Charities feel "far removed" from the Brexit process, and strategic decisions and planning in the voluntary sector are being affected by the lack of clarity from government, an event in parliament organised by the Brexit Civil Society Alliance has heard.
Speaking at the event last night, Malene Bratlie, coordinator of the alliance, said charities were increasingly concerned about the uncertainty of Brexit and many felt their views on the issue were being ignored.
"For the past 18 months we have been up and down the country talking to local civil society groups, and the really clear message from places like Cornwall, Newcastle and Cumbria is how far removed they feel from the Brexit process," she said.
"Those areas all face very different impacts, but what they are all saying is that Brexit is something that is being done to us, not something they can shape."

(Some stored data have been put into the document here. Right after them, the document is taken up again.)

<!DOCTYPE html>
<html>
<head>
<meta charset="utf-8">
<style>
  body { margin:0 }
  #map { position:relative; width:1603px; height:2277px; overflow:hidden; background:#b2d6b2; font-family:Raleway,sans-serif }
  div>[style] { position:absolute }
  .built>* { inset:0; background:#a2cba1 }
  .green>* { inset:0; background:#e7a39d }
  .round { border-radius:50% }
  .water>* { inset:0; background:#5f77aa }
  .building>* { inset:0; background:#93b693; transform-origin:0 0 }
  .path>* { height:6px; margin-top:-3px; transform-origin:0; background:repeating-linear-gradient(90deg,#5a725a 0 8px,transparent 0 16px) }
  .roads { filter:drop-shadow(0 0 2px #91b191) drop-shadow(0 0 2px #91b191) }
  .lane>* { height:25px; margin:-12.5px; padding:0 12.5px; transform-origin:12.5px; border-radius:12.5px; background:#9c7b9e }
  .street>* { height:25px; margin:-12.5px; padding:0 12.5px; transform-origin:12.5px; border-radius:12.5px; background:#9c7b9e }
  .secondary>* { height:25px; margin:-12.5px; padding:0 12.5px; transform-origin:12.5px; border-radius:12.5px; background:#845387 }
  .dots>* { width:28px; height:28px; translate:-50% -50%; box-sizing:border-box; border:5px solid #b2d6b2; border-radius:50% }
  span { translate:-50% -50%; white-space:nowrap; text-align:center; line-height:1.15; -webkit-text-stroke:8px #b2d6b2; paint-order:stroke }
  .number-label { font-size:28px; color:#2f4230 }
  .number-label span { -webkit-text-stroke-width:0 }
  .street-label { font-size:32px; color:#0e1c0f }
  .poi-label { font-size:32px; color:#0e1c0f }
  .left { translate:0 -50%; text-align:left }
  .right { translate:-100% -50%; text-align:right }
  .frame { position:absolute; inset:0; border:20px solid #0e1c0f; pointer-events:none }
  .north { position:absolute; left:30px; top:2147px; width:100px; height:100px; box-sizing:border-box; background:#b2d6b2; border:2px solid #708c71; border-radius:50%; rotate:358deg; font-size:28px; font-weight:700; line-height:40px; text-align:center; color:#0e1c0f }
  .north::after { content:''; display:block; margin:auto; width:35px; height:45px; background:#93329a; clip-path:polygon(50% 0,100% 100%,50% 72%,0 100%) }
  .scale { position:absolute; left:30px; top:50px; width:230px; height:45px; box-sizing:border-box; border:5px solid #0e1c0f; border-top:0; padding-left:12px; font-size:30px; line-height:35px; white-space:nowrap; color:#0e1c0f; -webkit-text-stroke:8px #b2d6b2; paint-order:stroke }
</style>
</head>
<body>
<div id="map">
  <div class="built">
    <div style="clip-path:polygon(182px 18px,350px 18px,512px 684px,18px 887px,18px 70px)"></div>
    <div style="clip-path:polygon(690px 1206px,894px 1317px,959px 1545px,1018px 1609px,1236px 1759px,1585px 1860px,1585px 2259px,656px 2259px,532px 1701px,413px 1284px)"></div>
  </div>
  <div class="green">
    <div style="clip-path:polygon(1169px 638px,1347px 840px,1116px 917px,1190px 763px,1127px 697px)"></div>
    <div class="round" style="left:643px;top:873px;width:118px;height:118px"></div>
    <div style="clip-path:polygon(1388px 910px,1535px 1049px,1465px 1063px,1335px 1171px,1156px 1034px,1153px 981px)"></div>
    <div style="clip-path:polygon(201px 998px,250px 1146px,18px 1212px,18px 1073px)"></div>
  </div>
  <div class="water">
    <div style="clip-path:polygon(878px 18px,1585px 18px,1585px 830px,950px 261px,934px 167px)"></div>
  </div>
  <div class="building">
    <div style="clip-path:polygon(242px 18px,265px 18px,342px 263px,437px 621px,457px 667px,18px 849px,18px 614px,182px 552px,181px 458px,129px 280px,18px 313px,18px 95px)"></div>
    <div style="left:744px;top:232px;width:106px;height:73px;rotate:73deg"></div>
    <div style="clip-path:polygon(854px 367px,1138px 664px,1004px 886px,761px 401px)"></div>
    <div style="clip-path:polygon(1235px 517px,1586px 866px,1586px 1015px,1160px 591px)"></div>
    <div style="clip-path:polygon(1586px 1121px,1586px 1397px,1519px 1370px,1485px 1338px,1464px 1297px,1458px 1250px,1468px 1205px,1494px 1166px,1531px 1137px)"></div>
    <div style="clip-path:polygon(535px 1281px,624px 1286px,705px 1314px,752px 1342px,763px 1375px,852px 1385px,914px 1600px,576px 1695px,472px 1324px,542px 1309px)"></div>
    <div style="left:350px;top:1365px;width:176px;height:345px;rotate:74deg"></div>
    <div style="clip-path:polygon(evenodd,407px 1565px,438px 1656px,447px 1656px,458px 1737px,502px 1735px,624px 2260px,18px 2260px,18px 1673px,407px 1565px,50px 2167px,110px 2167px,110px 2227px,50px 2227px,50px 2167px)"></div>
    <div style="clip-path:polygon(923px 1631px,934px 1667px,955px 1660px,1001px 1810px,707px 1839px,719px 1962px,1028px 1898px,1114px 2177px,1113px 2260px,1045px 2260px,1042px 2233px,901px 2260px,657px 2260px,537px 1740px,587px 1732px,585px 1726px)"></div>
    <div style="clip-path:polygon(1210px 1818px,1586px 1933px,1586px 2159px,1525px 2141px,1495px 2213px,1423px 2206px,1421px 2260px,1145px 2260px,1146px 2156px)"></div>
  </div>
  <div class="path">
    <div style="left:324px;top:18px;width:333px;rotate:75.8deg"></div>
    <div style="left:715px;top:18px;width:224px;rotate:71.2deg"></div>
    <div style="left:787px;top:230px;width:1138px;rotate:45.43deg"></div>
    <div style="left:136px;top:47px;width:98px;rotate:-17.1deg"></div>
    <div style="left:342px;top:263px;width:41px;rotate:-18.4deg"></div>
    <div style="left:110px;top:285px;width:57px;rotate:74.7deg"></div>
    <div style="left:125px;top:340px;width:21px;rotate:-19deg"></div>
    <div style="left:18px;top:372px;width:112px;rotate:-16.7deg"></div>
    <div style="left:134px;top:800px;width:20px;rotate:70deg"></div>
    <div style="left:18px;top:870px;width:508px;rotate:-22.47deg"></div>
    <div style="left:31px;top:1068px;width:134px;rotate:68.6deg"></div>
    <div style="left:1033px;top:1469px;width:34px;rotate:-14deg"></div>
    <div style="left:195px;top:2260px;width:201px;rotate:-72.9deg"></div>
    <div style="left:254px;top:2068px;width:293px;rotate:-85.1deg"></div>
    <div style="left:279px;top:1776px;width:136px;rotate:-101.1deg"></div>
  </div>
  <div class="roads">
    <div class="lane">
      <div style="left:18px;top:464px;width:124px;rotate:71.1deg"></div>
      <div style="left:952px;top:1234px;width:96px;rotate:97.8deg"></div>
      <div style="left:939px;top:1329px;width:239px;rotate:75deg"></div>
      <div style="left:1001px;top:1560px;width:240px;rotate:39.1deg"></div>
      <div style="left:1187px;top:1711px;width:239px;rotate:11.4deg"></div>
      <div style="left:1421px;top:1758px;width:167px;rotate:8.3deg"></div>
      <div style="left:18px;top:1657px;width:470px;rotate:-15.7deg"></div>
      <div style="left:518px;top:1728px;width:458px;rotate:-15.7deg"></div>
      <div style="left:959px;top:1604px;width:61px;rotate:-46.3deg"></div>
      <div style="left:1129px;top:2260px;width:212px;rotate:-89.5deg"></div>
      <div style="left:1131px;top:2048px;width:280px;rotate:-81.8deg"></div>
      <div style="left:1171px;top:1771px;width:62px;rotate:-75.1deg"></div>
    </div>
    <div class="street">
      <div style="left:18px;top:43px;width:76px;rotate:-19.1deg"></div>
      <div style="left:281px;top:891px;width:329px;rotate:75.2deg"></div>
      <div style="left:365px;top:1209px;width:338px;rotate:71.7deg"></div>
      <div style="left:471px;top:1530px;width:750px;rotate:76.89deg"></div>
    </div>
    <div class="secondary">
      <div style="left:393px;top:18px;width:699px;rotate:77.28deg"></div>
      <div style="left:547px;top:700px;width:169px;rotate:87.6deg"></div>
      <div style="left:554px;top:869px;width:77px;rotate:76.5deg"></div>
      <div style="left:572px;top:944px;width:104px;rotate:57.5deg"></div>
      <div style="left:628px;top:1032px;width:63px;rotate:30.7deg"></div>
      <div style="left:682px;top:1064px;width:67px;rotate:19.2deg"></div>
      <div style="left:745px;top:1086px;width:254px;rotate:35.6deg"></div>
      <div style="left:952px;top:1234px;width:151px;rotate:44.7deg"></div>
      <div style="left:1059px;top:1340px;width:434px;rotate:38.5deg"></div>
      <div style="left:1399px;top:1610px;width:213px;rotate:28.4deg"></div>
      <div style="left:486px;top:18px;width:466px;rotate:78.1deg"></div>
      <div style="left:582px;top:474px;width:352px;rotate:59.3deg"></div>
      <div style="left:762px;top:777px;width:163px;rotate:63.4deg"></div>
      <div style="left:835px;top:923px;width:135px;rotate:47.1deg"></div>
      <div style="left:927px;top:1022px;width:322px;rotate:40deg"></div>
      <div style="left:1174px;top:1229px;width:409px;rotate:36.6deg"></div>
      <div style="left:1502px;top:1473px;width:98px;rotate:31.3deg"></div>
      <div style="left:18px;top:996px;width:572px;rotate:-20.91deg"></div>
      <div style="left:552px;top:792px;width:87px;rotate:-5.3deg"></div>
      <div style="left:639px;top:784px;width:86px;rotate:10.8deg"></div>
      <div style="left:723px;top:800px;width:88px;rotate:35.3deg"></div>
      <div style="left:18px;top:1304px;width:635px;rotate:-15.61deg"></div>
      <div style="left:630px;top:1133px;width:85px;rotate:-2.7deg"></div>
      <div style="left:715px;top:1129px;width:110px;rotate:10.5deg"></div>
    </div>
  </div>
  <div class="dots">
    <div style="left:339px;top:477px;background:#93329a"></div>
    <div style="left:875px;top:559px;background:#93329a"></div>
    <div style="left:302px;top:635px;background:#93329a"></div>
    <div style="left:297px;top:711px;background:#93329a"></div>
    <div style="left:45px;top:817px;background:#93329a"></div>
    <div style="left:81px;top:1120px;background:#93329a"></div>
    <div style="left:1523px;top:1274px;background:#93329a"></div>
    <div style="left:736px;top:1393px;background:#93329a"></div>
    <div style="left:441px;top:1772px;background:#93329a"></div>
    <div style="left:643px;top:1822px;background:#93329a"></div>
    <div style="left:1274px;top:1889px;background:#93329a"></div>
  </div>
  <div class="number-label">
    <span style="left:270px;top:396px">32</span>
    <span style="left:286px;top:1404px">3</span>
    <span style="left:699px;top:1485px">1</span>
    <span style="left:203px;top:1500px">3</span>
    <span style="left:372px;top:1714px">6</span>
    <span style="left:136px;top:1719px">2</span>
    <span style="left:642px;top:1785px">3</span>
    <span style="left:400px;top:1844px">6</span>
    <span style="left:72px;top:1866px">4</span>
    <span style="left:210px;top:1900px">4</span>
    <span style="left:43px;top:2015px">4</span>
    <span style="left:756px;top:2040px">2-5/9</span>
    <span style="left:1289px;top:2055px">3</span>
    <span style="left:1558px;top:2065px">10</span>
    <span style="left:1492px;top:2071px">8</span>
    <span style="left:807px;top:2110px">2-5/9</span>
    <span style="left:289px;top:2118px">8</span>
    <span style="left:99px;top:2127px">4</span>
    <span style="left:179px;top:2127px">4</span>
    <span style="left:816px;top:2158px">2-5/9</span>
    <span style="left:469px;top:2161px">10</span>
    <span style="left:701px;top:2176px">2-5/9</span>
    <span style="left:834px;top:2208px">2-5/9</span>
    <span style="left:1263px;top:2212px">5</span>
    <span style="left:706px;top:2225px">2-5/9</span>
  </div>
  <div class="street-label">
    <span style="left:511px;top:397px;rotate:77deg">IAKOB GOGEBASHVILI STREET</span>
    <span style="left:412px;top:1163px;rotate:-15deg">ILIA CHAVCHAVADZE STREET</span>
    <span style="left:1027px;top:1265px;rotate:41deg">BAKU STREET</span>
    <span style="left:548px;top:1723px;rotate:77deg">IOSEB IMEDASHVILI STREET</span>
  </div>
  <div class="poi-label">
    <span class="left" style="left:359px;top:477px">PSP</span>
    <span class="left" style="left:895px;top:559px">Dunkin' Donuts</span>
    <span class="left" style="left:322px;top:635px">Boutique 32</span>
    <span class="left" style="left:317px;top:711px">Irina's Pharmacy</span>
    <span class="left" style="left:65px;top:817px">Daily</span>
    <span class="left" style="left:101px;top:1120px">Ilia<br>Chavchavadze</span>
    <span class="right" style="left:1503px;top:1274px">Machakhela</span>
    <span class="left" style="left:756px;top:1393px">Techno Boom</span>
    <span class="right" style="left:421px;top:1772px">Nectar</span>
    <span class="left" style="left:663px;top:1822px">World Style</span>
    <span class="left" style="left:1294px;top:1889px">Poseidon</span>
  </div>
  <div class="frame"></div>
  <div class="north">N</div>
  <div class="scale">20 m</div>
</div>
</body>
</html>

Bratlie said that the complexity and the politics of Brexit had made it incredibly difficult for a lot of charities to engage in the process in any meaningful way.
"There has been a lot of focus on certainty for business, but civil society also needs certainty to be able to plan for the future," she said.
"Whether that is the prospect of a hard border, the loss of EU funding or weaker rights, we need to know what is going to happen down the line."
Charles Whitmore, coordinator of the Wales Civil Society Forum on Brexit, said there were "very significant barriers" for small and medium-sized charities in devolved nations such as Wales to engage in the Brexit process.
Whitmore said there was a sense of "frustration and anxiety" about the lack of information on the UK Shared Prosperity Fund, which will replace EU funding to the charity sector, and the lack of a consultation on how it will operate.
"Organisations tell us that Brexit is not something that is yet to happen, but something that is happening for them on a day-to-day basis," he said.
"It is affecting strategic decisions, it is affecting project planning and it is affecting how organisations engage with devolved and central government departments.
"They tell us they can feel the capacity draining within government and are struggling to gain traction where they used to have no issues."
Whitmore said that Welsh charities were "deeply, deeply concerned" at the prospect of a no-deal Brexit.
"The sector wants and needs a voice in this process," he said. "The discussion must start about the future and what the UK will look like beyond Brexit."